→ Instructions for the task: Report every line in the listing that contains the string "shaded".
--- Records supplied Enclosed Below ---
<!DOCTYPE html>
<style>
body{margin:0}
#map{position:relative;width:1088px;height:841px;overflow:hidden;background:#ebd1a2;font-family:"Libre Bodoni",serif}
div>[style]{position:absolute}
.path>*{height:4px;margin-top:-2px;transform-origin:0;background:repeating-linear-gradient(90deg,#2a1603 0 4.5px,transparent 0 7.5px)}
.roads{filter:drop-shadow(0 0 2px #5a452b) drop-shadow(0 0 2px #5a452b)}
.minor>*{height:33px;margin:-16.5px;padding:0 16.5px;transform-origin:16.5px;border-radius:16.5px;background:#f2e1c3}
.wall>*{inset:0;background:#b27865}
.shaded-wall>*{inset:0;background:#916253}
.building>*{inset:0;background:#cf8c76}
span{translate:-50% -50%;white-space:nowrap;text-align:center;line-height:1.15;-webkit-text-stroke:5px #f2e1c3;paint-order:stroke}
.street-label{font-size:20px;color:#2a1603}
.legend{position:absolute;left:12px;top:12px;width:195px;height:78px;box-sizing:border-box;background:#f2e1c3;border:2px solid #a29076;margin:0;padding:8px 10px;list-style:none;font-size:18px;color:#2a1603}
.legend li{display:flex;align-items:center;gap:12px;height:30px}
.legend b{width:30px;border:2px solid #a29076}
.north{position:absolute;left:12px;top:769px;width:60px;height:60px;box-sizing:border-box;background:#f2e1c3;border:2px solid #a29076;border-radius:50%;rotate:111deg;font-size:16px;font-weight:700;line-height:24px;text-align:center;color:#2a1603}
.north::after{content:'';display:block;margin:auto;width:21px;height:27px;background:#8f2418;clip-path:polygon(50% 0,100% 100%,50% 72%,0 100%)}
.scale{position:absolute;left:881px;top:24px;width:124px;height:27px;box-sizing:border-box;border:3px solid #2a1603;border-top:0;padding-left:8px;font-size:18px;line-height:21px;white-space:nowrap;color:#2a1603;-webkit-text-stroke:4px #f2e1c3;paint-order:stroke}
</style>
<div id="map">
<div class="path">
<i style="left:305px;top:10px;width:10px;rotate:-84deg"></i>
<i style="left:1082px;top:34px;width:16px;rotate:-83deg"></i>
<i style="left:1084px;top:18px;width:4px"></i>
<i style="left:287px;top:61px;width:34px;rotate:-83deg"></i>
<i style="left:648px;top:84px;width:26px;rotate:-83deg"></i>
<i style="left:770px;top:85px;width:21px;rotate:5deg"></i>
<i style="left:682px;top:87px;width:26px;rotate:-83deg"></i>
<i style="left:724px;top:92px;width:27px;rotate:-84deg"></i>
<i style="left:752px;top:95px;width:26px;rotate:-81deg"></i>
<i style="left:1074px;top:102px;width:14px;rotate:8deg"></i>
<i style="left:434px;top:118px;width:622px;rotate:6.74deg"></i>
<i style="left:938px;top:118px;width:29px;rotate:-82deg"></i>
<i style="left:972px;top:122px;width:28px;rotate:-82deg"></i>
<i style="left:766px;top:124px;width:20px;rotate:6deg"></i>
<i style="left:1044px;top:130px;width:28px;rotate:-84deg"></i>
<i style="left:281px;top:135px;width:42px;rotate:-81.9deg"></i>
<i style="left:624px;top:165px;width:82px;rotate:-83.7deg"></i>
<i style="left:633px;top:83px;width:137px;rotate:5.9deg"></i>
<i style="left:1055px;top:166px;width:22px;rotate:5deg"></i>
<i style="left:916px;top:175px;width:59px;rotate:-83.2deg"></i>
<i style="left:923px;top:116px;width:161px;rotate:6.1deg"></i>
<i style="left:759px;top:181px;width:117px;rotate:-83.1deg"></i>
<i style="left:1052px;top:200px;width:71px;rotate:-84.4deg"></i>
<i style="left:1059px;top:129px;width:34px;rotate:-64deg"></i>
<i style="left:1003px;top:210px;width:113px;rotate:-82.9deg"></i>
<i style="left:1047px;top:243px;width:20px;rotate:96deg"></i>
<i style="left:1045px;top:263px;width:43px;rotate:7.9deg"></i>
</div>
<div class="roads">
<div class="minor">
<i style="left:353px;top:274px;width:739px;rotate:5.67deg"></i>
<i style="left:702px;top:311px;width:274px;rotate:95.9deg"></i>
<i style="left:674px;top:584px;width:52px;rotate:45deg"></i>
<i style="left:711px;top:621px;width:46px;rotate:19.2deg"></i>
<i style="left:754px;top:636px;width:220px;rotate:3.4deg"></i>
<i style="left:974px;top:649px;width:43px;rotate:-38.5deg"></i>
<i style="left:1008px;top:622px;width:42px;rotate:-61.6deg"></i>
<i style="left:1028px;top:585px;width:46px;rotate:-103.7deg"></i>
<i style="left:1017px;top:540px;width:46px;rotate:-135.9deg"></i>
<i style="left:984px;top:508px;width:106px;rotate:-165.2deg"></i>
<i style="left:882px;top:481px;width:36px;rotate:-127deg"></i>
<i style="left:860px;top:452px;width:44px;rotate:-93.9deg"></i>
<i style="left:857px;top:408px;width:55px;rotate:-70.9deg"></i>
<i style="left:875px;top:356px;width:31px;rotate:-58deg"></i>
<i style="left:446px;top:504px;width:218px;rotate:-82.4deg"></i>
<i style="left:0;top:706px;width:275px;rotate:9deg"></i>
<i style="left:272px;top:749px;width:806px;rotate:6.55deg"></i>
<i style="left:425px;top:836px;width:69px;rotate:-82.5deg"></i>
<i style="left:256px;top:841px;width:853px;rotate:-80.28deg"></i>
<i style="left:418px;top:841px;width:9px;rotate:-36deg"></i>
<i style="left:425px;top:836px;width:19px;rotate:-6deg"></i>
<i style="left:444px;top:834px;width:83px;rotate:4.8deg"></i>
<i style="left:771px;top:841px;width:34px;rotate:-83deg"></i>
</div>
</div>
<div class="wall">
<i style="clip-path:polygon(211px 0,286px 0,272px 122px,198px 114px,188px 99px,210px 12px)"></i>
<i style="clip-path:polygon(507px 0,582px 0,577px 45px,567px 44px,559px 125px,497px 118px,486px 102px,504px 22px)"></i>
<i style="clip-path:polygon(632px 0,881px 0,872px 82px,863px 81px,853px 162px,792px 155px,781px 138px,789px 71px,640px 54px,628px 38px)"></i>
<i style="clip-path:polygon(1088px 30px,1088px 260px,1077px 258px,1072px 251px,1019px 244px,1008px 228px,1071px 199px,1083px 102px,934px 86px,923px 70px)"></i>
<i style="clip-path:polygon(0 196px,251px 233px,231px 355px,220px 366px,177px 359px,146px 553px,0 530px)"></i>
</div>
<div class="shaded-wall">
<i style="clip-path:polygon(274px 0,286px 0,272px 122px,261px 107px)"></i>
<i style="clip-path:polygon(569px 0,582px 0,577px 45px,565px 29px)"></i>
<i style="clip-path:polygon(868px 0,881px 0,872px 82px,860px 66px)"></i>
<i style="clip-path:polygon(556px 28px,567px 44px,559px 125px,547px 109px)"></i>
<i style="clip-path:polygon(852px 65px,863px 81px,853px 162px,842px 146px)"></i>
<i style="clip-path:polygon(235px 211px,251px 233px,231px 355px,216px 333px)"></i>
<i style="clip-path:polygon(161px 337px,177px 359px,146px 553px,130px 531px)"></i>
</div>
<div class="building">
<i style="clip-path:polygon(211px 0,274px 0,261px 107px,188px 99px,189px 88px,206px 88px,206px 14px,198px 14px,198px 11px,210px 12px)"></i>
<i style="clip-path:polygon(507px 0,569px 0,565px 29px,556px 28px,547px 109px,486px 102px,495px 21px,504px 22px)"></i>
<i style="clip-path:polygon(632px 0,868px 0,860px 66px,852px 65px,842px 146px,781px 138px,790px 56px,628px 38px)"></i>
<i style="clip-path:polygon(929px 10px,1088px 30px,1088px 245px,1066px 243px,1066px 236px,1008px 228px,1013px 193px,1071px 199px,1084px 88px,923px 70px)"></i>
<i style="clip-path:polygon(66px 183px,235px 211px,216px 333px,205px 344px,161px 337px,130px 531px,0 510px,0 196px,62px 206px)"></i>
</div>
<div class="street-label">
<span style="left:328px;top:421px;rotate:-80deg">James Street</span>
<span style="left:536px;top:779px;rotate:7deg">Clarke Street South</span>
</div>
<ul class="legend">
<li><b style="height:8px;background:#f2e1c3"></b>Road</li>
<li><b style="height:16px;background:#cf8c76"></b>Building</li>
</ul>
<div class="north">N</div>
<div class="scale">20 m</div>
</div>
--- End of Enclosed Records supplied ---
→ Response to the exercise:
.shaded-wall>*{inset:0;background:#916253}
<div class="shaded-wall">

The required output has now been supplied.